[Dataset entries]
# # # #

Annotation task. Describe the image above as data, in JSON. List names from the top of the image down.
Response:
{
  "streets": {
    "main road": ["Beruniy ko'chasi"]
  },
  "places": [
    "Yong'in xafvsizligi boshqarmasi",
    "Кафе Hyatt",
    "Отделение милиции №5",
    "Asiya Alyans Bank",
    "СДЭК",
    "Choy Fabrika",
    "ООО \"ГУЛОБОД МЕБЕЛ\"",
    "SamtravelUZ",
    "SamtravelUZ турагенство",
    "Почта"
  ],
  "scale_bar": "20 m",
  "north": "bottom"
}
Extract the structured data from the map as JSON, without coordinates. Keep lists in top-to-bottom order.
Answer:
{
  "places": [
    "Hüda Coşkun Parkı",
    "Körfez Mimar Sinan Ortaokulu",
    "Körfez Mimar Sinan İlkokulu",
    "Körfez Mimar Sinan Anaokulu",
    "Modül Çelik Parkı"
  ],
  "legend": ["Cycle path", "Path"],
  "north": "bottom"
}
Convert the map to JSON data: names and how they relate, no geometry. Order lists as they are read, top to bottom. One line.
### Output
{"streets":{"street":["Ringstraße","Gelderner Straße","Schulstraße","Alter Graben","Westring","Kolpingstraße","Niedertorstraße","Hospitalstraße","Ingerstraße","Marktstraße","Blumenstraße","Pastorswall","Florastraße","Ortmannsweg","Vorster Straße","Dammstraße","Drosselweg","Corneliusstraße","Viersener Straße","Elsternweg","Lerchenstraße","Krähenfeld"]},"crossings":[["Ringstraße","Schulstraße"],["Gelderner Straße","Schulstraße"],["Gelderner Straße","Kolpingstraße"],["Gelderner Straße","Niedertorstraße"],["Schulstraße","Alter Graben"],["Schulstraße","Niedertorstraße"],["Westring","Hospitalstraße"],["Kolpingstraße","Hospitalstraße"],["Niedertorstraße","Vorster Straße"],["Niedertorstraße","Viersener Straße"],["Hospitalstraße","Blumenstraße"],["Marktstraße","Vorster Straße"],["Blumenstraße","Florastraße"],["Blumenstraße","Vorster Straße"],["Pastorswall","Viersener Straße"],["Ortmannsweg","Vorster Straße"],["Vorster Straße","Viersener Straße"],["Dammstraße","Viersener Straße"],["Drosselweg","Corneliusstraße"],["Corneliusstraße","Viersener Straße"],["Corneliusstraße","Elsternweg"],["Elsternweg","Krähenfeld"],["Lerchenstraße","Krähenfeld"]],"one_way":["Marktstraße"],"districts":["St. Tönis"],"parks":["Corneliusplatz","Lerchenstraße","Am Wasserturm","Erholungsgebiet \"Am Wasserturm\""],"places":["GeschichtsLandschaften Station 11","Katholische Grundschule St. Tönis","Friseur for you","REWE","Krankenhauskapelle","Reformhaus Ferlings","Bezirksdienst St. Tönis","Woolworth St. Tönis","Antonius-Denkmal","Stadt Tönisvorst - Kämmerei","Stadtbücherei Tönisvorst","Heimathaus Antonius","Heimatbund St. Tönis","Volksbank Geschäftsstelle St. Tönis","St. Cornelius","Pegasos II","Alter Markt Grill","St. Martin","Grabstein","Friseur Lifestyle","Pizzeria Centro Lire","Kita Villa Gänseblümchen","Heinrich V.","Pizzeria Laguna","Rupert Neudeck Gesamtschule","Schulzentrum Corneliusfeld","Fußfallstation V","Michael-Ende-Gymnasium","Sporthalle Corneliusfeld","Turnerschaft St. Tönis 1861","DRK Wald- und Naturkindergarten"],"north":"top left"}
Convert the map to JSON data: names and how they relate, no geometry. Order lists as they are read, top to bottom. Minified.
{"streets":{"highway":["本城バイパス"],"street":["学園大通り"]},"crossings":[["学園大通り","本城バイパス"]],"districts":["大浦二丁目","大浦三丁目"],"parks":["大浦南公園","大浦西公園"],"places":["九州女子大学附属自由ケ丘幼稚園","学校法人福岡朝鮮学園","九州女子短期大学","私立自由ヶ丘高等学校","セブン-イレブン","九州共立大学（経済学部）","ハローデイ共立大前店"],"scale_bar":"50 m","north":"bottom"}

# # # #

_WHAT THE TASK ASKS_: Nothing above should be left out. Print all the records exactly.

_ANSWER TO THIS TASK_:
Annotation task. Describe the image above as data, in JSON. List names from the top of the image down.
Response:
{
  "streets": {
    "main road": ["Beruniy ko'chasi"]
  },
  "places": [
    "Yong'in xafvsizligi boshqarmasi",
    "Кафе Hyatt",
    "Отделение милиции №5",
    "Asiya Alyans Bank",
    "СДЭК",
    "Choy Fabrika",
    "ООО \"ГУЛОБОД МЕБЕЛ\"",
    "SamtravelUZ",
    "SamtravelUZ турагенство",
    "Почта"
  ],
  "scale_bar": "20 m",
  "north": "bottom"
}
Extract the structured data from the map as JSON, without coordinates. Keep lists in top-to-bottom order.
Answer:
{
  "places": [
    "Hüda Coşkun Parkı",
    "Körfez Mimar Sinan Ortaokulu",
    "Körfez Mimar Sinan İlkokulu",
    "Körfez Mimar Sinan Anaokulu",
    "Modül Çelik Parkı"
  ],
  "legend": ["Cycle path", "Path"],
  "north": "bottom"
}
Convert the map to JSON data: names and how they relate, no geometry. Order lists as they are read, top to bottom. One line.
### Output
{"streets":{"street":["Ringstraße","Gelderner Straße","Schulstraße","Alter Graben","Westring","Kolpingstraße","Niedertorstraße","Hospitalstraße","Ingerstraße","Marktstraße","Blumenstraße","Pastorswall","Florastraße","Ortmannsweg","Vorster Straße","Dammstraße","Drosselweg","Corneliusstraße","Viersener Straße","Elsternweg","Lerchenstraße","Krähenfeld"]},"crossings":[["Ringstraße","Schulstraße"],["Gelderner Straße","Schulstraße"],["Gelderner Straße","Kolpingstraße"],["Gelderner Straße","Niedertorstraße"],["Schulstraße","Alter Graben"],["Schulstraße","Niedertorstraße"],["Westring","Hospitalstraße"],["Kolpingstraße","Hospitalstraße"],["Niedertorstraße","Vorster Straße"],["Niedertorstraße","Viersener Straße"],["Hospitalstraße","Blumenstraße"],["Marktstraße","Vorster Straße"],["Blumenstraße","Florastraße"],["Blumenstraße","Vorster Straße"],["Pastorswall","Viersener Straße"],["Ortmannsweg","Vorster Straße"],["Vorster Straße","Viersener Straße"],["Dammstraße","Viersener Straße"],["Drosselweg","Corneliusstraße"],["Corneliusstraße","Viersener Straße"],["Corneliusstraße","Elsternweg"],["Elsternweg","Krähenfeld"],["Lerchenstraße","Krähenfeld"]],"one_way":["Marktstraße"],"districts":["St. Tönis"],"parks":["Corneliusplatz","Lerchenstraße","Am Wasserturm","Erholungsgebiet \"Am Wasserturm\""],"places":["GeschichtsLandschaften Station 11","Katholische Grundschule St. Tönis","Friseur for you","REWE","Krankenhauskapelle","Reformhaus Ferlings","Bezirksdienst St. Tönis","Woolworth St. Tönis","Antonius-Denkmal","Stadt Tönisvorst - Kämmerei","Stadtbücherei Tönisvorst","Heimathaus Antonius","Heimatbund St. Tönis","Volksbank Geschäftsstelle St. Tönis","St. Cornelius","Pegasos II","Alter Markt Grill","St. Martin","Grabstein","Friseur Lifestyle","Pizzeria Centro Lire","Kita Villa Gänseblümchen","Heinrich V.","Pizzeria Laguna","Rupert Neudeck Gesamtschule","Schulzentrum Corneliusfeld","Fußfallstation V","Michael-Ende-Gymnasium","Sporthalle Corneliusfeld","Turnerschaft St. Tönis 1861","DRK Wald- und Naturkindergarten"],"north":"top left"}
Convert the map to JSON data: names and how they relate, no geometry. Order lists as they are read, top to bottom. Minified.
{"streets":{"highway":["本城バイパス"],"street":["学園大通り"]},"crossings":[["学園大通り","本城バイパス"]],"districts":["大浦二丁目","大浦三丁目"],"parks":["大浦南公園","大浦西公園"],"places":["九州女子大学附属自由ケ丘幼稚園","学校法人福岡朝鮮学園","九州女子短期大学","私立自由ヶ丘高等学校","セブン-イレブン","九州共立大学（経済学部）","ハローデイ共立大前店"],"scale_bar":"50 m","north":"bottom"}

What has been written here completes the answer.